> **Try it**:
A verbatim copy of all entries is the expected output.

> **Exercise data**:
※ ※ ※
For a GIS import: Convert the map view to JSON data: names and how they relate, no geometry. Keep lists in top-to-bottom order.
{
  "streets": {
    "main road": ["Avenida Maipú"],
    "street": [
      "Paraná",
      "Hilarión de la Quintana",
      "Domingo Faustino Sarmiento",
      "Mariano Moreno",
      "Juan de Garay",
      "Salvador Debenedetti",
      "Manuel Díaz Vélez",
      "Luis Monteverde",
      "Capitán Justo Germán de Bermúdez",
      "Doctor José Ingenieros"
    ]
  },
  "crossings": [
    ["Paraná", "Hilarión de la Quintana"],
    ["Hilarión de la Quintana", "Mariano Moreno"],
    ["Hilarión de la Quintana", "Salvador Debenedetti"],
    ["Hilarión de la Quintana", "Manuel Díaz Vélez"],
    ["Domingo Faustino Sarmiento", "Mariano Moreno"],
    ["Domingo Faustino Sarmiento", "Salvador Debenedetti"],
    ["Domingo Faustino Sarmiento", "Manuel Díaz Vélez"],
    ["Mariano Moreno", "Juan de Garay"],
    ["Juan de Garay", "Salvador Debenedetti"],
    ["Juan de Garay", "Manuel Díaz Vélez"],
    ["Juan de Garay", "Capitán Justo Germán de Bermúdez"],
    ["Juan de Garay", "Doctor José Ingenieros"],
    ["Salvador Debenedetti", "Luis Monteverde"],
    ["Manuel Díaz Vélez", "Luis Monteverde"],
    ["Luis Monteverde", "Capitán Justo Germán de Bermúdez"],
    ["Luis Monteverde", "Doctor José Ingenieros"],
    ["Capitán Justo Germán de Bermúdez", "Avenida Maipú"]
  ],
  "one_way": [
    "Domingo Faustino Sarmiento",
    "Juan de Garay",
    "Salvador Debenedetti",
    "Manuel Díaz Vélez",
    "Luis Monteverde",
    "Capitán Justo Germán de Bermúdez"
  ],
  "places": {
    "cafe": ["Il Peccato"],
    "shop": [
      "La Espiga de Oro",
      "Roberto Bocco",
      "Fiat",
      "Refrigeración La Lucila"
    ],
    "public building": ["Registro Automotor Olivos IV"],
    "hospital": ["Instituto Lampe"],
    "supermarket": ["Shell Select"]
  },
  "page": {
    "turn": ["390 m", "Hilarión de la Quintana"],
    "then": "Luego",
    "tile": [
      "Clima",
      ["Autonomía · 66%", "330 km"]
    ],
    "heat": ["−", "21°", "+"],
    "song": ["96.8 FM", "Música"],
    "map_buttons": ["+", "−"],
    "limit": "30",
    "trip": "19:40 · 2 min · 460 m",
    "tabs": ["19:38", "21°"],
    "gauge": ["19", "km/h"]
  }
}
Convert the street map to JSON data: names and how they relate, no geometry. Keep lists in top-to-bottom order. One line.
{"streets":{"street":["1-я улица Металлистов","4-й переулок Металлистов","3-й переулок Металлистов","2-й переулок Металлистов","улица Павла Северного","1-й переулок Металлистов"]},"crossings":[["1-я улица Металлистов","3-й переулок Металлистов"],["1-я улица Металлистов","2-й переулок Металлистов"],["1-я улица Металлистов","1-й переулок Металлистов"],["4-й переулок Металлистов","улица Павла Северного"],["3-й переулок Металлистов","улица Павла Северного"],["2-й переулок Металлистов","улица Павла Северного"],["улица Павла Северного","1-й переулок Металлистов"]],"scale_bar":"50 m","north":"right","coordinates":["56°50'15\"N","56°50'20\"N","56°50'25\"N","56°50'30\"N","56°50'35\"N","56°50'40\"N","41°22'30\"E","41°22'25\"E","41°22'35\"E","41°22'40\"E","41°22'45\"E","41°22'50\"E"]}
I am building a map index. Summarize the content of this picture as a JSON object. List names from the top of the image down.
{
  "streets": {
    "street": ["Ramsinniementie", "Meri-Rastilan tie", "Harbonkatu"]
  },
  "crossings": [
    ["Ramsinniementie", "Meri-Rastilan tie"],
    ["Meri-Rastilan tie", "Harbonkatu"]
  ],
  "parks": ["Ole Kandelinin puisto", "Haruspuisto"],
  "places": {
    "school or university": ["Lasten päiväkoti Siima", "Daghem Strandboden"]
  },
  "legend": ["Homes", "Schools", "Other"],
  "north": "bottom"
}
※ ※ ※
> **Answer space**:
For a GIS import: Convert the map view to JSON data: names and how they relate, no geometry. Keep lists in top-to-bottom order.
{
  "streets": {
    "main road": ["Avenida Maipú"],
    "street": [
      "Paraná",
      "Hilarión de la Quintana",
      "Domingo Faustino Sarmiento",
      "Mariano Moreno",
      "Juan de Garay",
      "Salvador Debenedetti",
      "Manuel Díaz Vélez",
      "Luis Monteverde",
      "Capitán Justo Germán de Bermúdez",
      "Doctor José Ingenieros"
    ]
  },
  "crossings": [
    ["Paraná", "Hilarión de la Quintana"],
    ["Hilarión de la Quintana", "Mariano Moreno"],
    ["Hilarión de la Quintana", "Salvador Debenedetti"],
    ["Hilarión de la Quintana", "Manuel Díaz Vélez"],
    ["Domingo Faustino Sarmiento", "Mariano Moreno"],
    ["Domingo Faustino Sarmiento", "Salvador Debenedetti"],
    ["Domingo Faustino Sarmiento", "Manuel Díaz Vélez"],
    ["Mariano Moreno", "Juan de Garay"],
    ["Juan de Garay", "Salvador Debenedetti"],
    ["Juan de Garay", "Manuel Díaz Vélez"],
    ["Juan de Garay", "Capitán Justo Germán de Bermúdez"],
    ["Juan de Garay", "Doctor José Ingenieros"],
    ["Salvador Debenedetti", "Luis Monteverde"],
    ["Manuel Díaz Vélez", "Luis Monteverde"],
    ["Luis Monteverde", "Capitán Justo Germán de Bermúdez"],
    ["Luis Monteverde", "Doctor José Ingenieros"],
    ["Capitán Justo Germán de Bermúdez", "Avenida Maipú"]
  ],
  "one_way": [
    "Domingo Faustino Sarmiento",
    "Juan de Garay",
    "Salvador Debenedetti",
    "Manuel Díaz Vélez",
    "Luis Monteverde",
    "Capitán Justo Germán de Bermúdez"
  ],
  "places": {
    "cafe": ["Il Peccato"],
    "shop": [
      "La Espiga de Oro",
      "Roberto Bocco",
      "Fiat",
      "Refrigeración La Lucila"
    ],
    "public building": ["Registro Automotor Olivos IV"],
    "hospital": ["Instituto Lampe"],
    "supermarket": ["Shell Select"]
  },
  "page": {
    "turn": ["390 m", "Hilarión de la Quintana"],
    "then": "Luego",
    "tile": [
      "Clima",
      ["Autonomía · 66%", "330 km"]
    ],
    "heat": ["−", "21°", "+"],
    "song": ["96.8 FM", "Música"],
    "map_buttons": ["+", "−"],
    "limit": "30",
    "trip": "19:40 · 2 min · 460 m",
    "tabs": ["19:38", "21°"],
    "gauge": ["19", "km/h"]
  }
}
Convert the street map to JSON data: names and how they relate, no geometry. Keep lists in top-to-bottom order. One line.
{"streets":{"street":["1-я улица Металлистов","4-й переулок Металлистов","3-й переулок Металлистов","2-й переулок Металлистов","улица Павла Северного","1-й переулок Металлистов"]},"crossings":[["1-я улица Металлистов","3-й переулок Металлистов"],["1-я улица Металлистов","2-й переулок Металлистов"],["1-я улица Металлистов","1-й переулок Металлистов"],["4-й переулок Металлистов","улица Павла Северного"],["3-й переулок Металлистов","улица Павла Северного"],["2-й переулок Металлистов","улица Павла Северного"],["улица Павла Северного","1-й переулок Металлистов"]],"scale_bar":"50 m","north":"right","coordinates":["56°50'15\"N","56°50'20\"N","56°50'25\"N","56°50'30\"N","56°50'35\"N","56°50'40\"N","41°22'30\"E","41°22'25\"E","41°22'35\"E","41°22'40\"E","41°22'45\"E","41°22'50\"E"]}
I am building a map index. Summarize the content of this picture as a JSON object. List names from the top of the image down.
{
  "streets": {
    "street": ["Ramsinniementie", "Meri-Rastilan tie", "Harbonkatu"]
  },
  "crossings": [
    ["Ramsinniementie", "Meri-Rastilan tie"],
    ["Meri-Rastilan tie", "Harbonkatu"]
  ],
  "parks": ["Ole Kandelinin puisto", "Haruspuisto"],
  "places": {
    "school or university": ["Lasten päiväkoti Siima", "Daghem Strandboden"]
  },
  "legend": ["Homes", "Schools", "Other"],
  "north": "bottom"
}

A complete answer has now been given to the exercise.